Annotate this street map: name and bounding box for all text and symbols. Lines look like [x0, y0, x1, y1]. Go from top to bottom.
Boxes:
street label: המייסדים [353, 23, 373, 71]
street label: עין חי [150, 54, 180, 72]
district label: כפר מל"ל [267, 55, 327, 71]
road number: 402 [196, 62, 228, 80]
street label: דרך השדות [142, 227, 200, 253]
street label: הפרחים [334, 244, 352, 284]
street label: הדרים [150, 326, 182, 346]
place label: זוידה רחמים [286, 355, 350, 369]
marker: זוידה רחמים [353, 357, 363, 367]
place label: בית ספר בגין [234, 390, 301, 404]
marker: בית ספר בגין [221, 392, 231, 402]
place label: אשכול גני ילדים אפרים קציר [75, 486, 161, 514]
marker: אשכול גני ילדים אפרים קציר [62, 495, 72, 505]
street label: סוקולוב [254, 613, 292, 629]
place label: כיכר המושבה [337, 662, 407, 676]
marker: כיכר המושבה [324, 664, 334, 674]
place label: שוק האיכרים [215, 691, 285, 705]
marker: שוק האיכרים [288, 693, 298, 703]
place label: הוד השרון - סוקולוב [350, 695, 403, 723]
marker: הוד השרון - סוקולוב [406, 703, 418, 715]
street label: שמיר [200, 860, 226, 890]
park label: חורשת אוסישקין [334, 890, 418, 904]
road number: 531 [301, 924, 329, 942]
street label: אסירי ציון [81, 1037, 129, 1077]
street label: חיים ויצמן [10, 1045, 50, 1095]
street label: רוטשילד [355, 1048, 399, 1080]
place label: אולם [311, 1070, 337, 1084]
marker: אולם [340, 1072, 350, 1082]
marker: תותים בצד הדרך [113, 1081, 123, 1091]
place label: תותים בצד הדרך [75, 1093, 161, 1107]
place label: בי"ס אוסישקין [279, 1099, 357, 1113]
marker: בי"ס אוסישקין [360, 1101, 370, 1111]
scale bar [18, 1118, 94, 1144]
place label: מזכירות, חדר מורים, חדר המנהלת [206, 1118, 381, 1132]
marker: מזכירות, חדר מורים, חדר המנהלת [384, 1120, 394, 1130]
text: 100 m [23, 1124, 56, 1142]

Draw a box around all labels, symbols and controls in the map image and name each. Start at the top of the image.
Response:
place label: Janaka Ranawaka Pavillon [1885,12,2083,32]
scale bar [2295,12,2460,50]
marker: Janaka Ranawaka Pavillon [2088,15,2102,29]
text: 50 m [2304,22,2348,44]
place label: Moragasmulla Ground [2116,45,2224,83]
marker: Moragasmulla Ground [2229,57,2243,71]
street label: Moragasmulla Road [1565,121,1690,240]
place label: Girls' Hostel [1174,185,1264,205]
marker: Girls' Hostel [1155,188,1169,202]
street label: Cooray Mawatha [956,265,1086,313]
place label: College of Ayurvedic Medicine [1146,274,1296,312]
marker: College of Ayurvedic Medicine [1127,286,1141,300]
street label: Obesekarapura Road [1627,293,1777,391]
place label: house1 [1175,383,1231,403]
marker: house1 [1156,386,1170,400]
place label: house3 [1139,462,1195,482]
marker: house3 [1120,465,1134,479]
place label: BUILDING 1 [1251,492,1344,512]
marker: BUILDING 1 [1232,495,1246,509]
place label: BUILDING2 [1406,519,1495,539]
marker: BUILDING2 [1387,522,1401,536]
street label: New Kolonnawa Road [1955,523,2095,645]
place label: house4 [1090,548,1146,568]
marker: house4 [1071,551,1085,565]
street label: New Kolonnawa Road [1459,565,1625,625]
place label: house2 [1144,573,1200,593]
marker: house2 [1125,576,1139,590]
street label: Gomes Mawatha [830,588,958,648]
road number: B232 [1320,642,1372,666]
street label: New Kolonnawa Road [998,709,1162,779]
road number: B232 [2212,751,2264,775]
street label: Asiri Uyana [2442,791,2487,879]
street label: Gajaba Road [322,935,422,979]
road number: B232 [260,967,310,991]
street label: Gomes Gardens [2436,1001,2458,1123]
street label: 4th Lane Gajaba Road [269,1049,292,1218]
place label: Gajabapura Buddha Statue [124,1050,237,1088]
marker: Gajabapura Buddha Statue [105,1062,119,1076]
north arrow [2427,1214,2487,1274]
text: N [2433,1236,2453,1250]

====

Taking care to match every character, output all of the entries above.

#### Result below
Annotate this street map: name and bounding box for all text and symbols. Lines look like [x0, y0, x1, y1]. Go from top to bottom.
Boxes:
street label: המייסדים [353, 23, 373, 71]
street label: עין חי [150, 54, 180, 72]
district label: כפר מל"ל [267, 55, 327, 71]
road number: 402 [196, 62, 228, 80]
street label: דרך השדות [142, 227, 200, 253]
street label: הפרחים [334, 244, 352, 284]
street label: הדרים [150, 326, 182, 346]
place label: זוידה רחמים [286, 355, 350, 369]
marker: זוידה רחמים [353, 357, 363, 367]
place label: בית ספר בגין [234, 390, 301, 404]
marker: בית ספר בגין [221, 392, 231, 402]
place label: אשכול גני ילדים אפרים קציר [75, 486, 161, 514]
marker: אשכול גני ילדים אפרים קציר [62, 495, 72, 505]
street label: סוקולוב [254, 613, 292, 629]
place label: כיכר המושבה [337, 662, 407, 676]
marker: כיכר המושבה [324, 664, 334, 674]
place label: שוק האיכרים [215, 691, 285, 705]
marker: שוק האיכרים [288, 693, 298, 703]
place label: הוד השרון - סוקולוב [350, 695, 403, 723]
marker: הוד השרון - סוקולוב [406, 703, 418, 715]
street label: שמיר [200, 860, 226, 890]
park label: חורשת אוסישקין [334, 890, 418, 904]
road number: 531 [301, 924, 329, 942]
street label: אסירי ציון [81, 1037, 129, 1077]
street label: חיים ויצמן [10, 1045, 50, 1095]
street label: רוטשילד [355, 1048, 399, 1080]
place label: אולם [311, 1070, 337, 1084]
marker: אולם [340, 1072, 350, 1082]
marker: תותים בצד הדרך [113, 1081, 123, 1091]
place label: תותים בצד הדרך [75, 1093, 161, 1107]
place label: בי"ס אוסישקין [279, 1099, 357, 1113]
marker: בי"ס אוסישקין [360, 1101, 370, 1111]
scale bar [18, 1118, 94, 1144]
place label: מזכירות, חדר מורים, חדר המנהלת [206, 1118, 381, 1132]
marker: מזכירות, חדר מורים, חדר המנהלת [384, 1120, 394, 1130]
text: 100 m [23, 1124, 56, 1142]

Draw a box around all labels, symbols and controls in the map image and name each. Start at the top of the image.
Response:
place label: Janaka Ranawaka Pavillon [1885,12,2083,32]
scale bar [2295,12,2460,50]
marker: Janaka Ranawaka Pavillon [2088,15,2102,29]
text: 50 m [2304,22,2348,44]
place label: Moragasmulla Ground [2116,45,2224,83]
marker: Moragasmulla Ground [2229,57,2243,71]
street label: Moragasmulla Road [1565,121,1690,240]
place label: Girls' Hostel [1174,185,1264,205]
marker: Girls' Hostel [1155,188,1169,202]
street label: Cooray Mawatha [956,265,1086,313]
place label: College of Ayurvedic Medicine [1146,274,1296,312]
marker: College of Ayurvedic Medicine [1127,286,1141,300]
street label: Obesekarapura Road [1627,293,1777,391]
place label: house1 [1175,383,1231,403]
marker: house1 [1156,386,1170,400]
place label: house3 [1139,462,1195,482]
marker: house3 [1120,465,1134,479]
place label: BUILDING 1 [1251,492,1344,512]
marker: BUILDING 1 [1232,495,1246,509]
place label: BUILDING2 [1406,519,1495,539]
marker: BUILDING2 [1387,522,1401,536]
street label: New Kolonnawa Road [1955,523,2095,645]
place label: house4 [1090,548,1146,568]
marker: house4 [1071,551,1085,565]
street label: New Kolonnawa Road [1459,565,1625,625]
place label: house2 [1144,573,1200,593]
marker: house2 [1125,576,1139,590]
street label: Gomes Mawatha [830,588,958,648]
road number: B232 [1320,642,1372,666]
street label: New Kolonnawa Road [998,709,1162,779]
road number: B232 [2212,751,2264,775]
street label: Asiri Uyana [2442,791,2487,879]
street label: Gajaba Road [322,935,422,979]
road number: B232 [260,967,310,991]
street label: Gomes Gardens [2436,1001,2458,1123]
street label: 4th Lane Gajaba Road [269,1049,292,1218]
place label: Gajabapura Buddha Statue [124,1050,237,1088]
marker: Gajabapura Buddha Statue [105,1062,119,1076]
north arrow [2427,1214,2487,1274]
text: N [2433,1236,2453,1250]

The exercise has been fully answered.